Hagar Afghanistan rounded out 2012 with encouragement and hope. Over the past year, we saw numerous women and children find protection and begin to participate in their own healing. At the end of the year, 31 clients were becoming whole again.
Many experienced education for the first time. Some learned job skills and began to earn a salary. One by one, we saw clients overcome tragedy and experience empowerment. One by one, they began to understand they have value, deserve respect, and that they will be treated with dignity at Hagar.
"For the first time in my life, someone is asking me about my future plans and giving me support for my future." -- Sima, healing with Hagar.
Linh was raised in central Vietnam, in a very poor family. She was forced to work as a child, and she never got to go to school. Abuse by her father continued for years.
At 21, Linh escaped this difficult home life. She married and had a child. Things were much better, but then her husband was tragically killed. Linh was forced to find a way to support herself. Although hesitant, she accepted a job in a textile factory in Russia. She hoped to make enough money in a short time to support her child for years to come.
It didn't work out that way. In Russia, her passport was taken and she was forced to work in a sweatshop 20 hours a day. She was given little to eat and slept in overcrowded, cold, and dirty conditions with dozens of other Vietnamese people. Some of them had been there for four years. None had been paid.
Finally the sweatshop was raided and everyone was sent home. Now, Linh is with Hagar Vietnam. She's not whole yet, but we believe she will be. And its our privilege to journey alongside her. When you support this project, you help more women like Linh become whole again.
Please note: To protect the identity of our clients, photos do not necessarily represent individuals profiled.
In Cambodia, Srey Roth grew up in very poor conditions, with never enough food and no chance to go to school.

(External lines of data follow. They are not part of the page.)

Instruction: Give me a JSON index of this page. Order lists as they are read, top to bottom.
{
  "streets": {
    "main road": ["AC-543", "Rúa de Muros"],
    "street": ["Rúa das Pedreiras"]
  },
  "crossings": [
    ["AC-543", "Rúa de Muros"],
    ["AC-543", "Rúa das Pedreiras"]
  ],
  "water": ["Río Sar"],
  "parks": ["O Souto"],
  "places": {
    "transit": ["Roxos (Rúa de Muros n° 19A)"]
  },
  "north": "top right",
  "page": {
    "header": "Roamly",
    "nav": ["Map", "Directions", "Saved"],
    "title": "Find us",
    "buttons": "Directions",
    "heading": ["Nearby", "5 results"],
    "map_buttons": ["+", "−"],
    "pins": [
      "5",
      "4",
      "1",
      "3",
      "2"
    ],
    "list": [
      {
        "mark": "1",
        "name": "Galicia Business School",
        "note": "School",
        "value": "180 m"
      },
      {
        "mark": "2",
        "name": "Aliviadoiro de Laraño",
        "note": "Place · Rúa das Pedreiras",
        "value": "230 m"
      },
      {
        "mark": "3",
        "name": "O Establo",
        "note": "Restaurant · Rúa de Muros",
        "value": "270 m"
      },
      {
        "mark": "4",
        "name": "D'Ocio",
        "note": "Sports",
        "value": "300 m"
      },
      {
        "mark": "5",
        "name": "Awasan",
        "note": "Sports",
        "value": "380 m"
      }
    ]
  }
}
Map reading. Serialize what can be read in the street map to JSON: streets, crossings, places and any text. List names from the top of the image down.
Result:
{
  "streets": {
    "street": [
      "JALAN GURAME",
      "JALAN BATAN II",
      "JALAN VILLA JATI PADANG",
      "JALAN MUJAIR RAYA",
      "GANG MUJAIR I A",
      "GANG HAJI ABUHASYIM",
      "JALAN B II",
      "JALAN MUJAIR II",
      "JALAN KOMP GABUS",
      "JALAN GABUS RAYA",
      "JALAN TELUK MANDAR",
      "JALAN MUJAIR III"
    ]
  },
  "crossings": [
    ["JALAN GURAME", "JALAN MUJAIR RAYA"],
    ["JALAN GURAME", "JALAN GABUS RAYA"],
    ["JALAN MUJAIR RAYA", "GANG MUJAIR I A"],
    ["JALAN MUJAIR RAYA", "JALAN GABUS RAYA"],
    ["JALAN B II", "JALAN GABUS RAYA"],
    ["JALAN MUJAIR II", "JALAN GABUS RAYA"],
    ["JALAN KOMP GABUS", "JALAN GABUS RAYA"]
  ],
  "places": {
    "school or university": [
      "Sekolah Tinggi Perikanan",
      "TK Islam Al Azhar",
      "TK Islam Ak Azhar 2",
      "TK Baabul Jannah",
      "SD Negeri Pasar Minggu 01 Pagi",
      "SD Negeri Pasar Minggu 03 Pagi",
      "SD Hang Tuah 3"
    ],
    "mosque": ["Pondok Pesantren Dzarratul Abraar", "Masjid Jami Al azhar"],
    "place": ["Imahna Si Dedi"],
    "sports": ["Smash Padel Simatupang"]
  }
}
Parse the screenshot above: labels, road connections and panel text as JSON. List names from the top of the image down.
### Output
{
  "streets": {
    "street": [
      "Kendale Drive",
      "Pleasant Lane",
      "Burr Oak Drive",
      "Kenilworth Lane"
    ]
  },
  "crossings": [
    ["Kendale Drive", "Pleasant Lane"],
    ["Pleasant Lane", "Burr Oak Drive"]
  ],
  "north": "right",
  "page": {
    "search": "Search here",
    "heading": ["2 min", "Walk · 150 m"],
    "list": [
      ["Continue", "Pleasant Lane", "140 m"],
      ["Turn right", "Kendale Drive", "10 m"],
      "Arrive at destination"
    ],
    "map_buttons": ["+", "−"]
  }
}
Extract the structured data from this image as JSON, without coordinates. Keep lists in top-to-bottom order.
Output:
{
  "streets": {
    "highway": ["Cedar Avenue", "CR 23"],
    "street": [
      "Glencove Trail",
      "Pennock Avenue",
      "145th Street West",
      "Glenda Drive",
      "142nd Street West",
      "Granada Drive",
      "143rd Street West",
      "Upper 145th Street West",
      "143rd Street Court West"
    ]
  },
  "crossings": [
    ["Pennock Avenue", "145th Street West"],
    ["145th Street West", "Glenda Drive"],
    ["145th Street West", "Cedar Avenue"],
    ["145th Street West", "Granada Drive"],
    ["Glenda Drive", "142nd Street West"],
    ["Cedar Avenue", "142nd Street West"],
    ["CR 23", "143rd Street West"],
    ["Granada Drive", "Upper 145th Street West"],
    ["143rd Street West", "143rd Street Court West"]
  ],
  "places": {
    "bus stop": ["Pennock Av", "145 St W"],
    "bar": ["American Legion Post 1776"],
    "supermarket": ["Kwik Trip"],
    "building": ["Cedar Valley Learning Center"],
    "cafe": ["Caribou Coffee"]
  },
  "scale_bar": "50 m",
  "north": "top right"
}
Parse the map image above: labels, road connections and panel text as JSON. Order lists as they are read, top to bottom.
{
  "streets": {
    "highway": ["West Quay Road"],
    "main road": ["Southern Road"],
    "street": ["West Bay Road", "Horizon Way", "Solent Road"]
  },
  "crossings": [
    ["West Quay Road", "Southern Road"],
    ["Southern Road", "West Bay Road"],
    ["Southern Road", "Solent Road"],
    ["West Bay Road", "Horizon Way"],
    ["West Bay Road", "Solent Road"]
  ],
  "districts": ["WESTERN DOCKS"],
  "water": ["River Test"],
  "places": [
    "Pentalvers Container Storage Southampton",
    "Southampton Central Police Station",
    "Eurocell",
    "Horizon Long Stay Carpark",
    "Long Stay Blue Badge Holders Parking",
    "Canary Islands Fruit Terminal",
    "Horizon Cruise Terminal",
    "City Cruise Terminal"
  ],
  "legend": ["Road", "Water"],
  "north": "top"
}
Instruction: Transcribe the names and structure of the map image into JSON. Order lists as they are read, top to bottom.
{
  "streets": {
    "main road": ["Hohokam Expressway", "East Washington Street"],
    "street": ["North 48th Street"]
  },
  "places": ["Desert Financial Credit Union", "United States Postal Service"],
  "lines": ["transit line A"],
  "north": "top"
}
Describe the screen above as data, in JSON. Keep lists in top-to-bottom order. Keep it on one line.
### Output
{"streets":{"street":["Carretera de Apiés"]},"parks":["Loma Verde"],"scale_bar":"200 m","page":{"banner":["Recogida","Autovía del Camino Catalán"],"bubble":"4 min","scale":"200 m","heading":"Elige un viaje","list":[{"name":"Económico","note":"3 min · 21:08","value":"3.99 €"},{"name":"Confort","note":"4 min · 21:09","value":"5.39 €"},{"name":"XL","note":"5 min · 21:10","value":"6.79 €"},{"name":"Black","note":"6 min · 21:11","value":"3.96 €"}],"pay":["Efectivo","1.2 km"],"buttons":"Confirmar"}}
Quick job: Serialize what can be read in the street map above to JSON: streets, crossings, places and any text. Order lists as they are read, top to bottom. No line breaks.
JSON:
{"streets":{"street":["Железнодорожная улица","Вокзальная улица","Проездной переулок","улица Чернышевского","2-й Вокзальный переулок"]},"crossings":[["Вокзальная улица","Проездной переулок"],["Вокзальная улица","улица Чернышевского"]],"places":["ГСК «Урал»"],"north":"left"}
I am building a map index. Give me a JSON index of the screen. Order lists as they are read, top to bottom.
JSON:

Then, her life changed forever when she was viscously exploited as a 10 year old. When she first came to Hagar, she wouldn’t speak. As she began to feel the love and concern of her housemother and counselor, little-by-little she began to trust and share her feelings. Today, she is 13 years old and she has moved out of the Recovery Shelter into a group home. She says “I am strong now, and I want to live life in its fullness. I do not live in fear anymore, I live in hope.”
Thanks for your part in helping Srey Roth find that hope.